Bob Thomson, Ottawa, 10 October 2011

Returning to Paris for a month after our 3 year sojourn 3 years ago, I ran across Brazilian Dominican scholar Frei Betto's online "farewell to Europe" (1) and his assertion that Europe has become an ethnic cauldron. In four brief weeks, I discovered this for myself.

In the Passage des Voûtes behind a multinational chain hotel on the banks of the St. Martin and Ourcq canals in north-east Paris, a Guadeloupan Rasta proudly showed me his state of the art recording studio jammed into two tiny cubicles under an arch of the abandoned rail line from Bastille to Boissy-Saint-Léger. In this one block alleyway, Afro French poets, sculptors, musicians, painters and motorcycle mechanics have survived a 2007 effort to expel them and have turned a syringe filled back street into an enclave of the creativity which can flow from an ethnic cauldron.

A few blocks away, the Resto du Coeur soup kitchen serves 900 meals a day, compared to the 300 once a week when my wife volunteered there three years ago. In one morning at their food bank, we witnessed a stream of humanity from Mali, Chechnya, China, Russia, Romania, Algeria, Kazakhstan, France, Ecuador and who knows where else, queueing for canned tomatoes, white beans, cous cous, rice and dozens of other products, while volunteers greeted regular clients with "Ni Hao" and a dozen African dialects, and valiantly tried to make their desperate recourse to charity a more dignified experience.

In our favourite Latin restaurant, a Peruvian and Chilean argued over the national origin of Pisco, a fiery grape brandy.
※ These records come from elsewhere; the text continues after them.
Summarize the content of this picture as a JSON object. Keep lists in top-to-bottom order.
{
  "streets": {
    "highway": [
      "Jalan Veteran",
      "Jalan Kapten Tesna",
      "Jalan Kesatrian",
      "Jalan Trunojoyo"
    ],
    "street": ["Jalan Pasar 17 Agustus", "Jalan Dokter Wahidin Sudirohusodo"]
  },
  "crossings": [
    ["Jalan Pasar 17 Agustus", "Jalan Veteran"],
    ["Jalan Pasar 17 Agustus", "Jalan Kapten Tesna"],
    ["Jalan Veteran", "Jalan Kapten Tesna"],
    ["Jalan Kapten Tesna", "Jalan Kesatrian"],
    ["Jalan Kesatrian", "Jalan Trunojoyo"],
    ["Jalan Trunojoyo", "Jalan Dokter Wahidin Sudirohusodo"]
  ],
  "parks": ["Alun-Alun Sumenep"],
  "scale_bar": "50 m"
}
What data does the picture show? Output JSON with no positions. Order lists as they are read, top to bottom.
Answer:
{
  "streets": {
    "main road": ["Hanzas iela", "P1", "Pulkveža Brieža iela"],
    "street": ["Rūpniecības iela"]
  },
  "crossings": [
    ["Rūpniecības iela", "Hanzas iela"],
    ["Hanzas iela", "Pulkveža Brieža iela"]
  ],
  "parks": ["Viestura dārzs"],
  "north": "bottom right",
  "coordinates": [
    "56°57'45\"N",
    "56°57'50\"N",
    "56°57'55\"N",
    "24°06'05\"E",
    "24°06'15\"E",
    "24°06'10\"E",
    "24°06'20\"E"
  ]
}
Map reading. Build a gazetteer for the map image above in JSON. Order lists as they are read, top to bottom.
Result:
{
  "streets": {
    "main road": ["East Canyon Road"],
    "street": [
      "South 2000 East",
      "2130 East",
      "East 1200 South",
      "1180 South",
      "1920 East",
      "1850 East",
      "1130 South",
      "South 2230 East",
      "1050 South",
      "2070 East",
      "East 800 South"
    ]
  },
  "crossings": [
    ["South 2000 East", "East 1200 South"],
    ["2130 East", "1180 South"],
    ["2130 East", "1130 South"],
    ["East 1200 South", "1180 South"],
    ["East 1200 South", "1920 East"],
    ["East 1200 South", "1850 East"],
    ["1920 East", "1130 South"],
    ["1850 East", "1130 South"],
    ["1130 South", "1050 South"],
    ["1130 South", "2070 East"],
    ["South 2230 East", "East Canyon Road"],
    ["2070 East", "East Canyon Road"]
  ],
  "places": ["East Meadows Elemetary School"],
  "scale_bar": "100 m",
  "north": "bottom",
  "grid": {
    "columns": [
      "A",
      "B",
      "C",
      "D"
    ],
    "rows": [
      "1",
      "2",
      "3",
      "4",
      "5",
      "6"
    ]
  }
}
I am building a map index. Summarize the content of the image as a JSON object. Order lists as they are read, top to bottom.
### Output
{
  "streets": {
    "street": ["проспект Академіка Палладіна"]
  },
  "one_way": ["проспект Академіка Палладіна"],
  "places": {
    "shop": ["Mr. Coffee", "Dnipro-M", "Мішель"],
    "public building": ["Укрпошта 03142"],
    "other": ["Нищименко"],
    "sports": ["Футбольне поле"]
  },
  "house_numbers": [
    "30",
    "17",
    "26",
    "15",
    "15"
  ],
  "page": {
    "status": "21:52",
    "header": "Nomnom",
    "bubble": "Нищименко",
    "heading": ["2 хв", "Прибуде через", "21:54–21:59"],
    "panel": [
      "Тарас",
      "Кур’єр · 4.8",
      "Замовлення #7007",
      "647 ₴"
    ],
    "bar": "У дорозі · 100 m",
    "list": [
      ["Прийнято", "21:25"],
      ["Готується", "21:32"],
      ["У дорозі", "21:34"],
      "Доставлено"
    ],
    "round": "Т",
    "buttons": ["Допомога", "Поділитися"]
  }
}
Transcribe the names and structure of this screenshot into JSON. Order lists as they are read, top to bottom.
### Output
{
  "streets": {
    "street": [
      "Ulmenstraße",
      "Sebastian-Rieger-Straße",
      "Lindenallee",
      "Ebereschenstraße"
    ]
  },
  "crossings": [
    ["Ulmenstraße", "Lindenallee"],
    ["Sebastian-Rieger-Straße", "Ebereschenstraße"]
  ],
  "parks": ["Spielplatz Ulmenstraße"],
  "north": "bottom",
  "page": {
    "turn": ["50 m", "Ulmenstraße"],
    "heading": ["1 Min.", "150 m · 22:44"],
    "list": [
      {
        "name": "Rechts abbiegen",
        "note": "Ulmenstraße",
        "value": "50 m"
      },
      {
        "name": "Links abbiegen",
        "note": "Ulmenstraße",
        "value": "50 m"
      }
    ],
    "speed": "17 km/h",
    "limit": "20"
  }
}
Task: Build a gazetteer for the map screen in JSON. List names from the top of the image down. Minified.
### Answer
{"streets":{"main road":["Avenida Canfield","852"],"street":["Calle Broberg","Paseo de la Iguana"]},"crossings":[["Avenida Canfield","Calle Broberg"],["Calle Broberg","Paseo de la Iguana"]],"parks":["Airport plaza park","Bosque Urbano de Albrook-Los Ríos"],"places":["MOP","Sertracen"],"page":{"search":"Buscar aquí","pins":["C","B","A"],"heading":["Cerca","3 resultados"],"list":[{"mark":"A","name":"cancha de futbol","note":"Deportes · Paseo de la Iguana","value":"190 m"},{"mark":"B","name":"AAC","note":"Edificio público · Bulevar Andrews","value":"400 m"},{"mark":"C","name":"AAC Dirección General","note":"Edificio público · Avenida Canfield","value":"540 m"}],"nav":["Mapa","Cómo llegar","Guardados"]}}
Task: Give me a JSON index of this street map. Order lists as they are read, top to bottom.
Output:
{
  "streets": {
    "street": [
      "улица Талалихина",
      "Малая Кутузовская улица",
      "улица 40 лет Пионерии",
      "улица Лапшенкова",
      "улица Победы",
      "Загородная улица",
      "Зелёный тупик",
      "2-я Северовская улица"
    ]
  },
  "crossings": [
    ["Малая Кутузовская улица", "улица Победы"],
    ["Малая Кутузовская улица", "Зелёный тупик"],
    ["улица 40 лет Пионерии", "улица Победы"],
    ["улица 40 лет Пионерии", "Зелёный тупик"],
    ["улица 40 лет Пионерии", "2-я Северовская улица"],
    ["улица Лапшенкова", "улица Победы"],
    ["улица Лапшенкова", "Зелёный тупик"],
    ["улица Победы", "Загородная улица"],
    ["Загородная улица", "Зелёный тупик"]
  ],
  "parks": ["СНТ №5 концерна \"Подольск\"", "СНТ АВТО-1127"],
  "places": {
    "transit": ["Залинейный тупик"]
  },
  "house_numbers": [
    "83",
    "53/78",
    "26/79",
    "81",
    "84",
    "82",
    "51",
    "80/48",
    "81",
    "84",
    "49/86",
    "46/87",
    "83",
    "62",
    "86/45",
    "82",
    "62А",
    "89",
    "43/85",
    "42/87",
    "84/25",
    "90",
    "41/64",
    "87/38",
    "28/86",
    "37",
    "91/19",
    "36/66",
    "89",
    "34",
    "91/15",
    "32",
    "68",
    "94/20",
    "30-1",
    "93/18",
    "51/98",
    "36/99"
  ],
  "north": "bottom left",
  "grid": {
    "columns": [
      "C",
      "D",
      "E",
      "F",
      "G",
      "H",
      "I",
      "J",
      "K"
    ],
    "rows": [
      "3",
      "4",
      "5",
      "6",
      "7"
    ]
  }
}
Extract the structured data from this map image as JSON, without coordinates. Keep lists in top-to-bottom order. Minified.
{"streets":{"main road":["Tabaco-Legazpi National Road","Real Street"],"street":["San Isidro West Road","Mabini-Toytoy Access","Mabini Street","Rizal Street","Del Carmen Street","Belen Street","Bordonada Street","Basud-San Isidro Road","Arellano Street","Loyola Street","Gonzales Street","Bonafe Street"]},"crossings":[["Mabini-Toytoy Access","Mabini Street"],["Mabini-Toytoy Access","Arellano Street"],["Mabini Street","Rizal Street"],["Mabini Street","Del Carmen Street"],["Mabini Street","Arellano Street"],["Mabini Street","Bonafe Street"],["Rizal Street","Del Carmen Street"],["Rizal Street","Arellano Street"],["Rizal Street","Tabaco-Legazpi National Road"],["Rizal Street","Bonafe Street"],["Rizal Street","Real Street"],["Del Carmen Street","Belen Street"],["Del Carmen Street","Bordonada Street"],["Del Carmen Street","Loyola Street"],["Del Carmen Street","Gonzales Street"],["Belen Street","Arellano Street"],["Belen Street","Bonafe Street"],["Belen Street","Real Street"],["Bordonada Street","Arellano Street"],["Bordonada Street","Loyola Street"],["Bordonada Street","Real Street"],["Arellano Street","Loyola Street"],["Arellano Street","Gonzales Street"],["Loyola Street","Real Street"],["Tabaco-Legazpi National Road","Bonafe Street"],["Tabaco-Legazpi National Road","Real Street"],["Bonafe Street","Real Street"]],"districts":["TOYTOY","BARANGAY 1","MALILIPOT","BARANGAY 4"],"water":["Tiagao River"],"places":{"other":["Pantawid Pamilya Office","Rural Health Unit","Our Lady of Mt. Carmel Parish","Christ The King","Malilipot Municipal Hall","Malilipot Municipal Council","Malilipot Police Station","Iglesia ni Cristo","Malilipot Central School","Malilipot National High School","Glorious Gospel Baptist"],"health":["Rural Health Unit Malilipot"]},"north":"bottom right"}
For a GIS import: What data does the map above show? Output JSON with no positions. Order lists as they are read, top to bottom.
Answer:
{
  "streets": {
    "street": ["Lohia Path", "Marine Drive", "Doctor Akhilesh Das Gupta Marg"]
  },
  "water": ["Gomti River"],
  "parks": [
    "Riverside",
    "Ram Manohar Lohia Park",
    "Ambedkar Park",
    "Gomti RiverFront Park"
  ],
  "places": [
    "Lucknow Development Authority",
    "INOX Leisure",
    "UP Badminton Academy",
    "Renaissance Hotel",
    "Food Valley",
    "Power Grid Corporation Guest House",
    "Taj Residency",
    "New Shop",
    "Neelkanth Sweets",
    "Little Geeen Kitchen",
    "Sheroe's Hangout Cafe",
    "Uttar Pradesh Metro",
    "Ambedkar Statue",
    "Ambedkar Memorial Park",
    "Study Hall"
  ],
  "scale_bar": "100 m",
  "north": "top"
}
The Chilean claimed he won, pointing out that it got its name from the Peruvian port of Pisco from which the Spanish shipped wine, as well as some of the thousands of tonnes of gold and silver stolen from the Incas to finance the industrial revolution, and later minerals stolen from the slave labour of indigenous miners.

Over lunch a Cameroonian journalist friend regaled me with his archival discoveries and a project to build a memorial to the thousands of women killed in French hostage camps circa 1905 in French equatorial Africa (2) while waiting for their husbands, fathers, brothers and sons to come out of the bush to "volunteer" as labourers for French colonial projects. Another unremembered holocaust!

And as Frei Betto points out, all this in the same city where fashion houses, art galleries, architectural tours, gourmet wine tastings, bankers and dethroned IMF chieftains blithely go about a way of life that consumes energy and other peoples money at a rate destined to bankrupt Europe.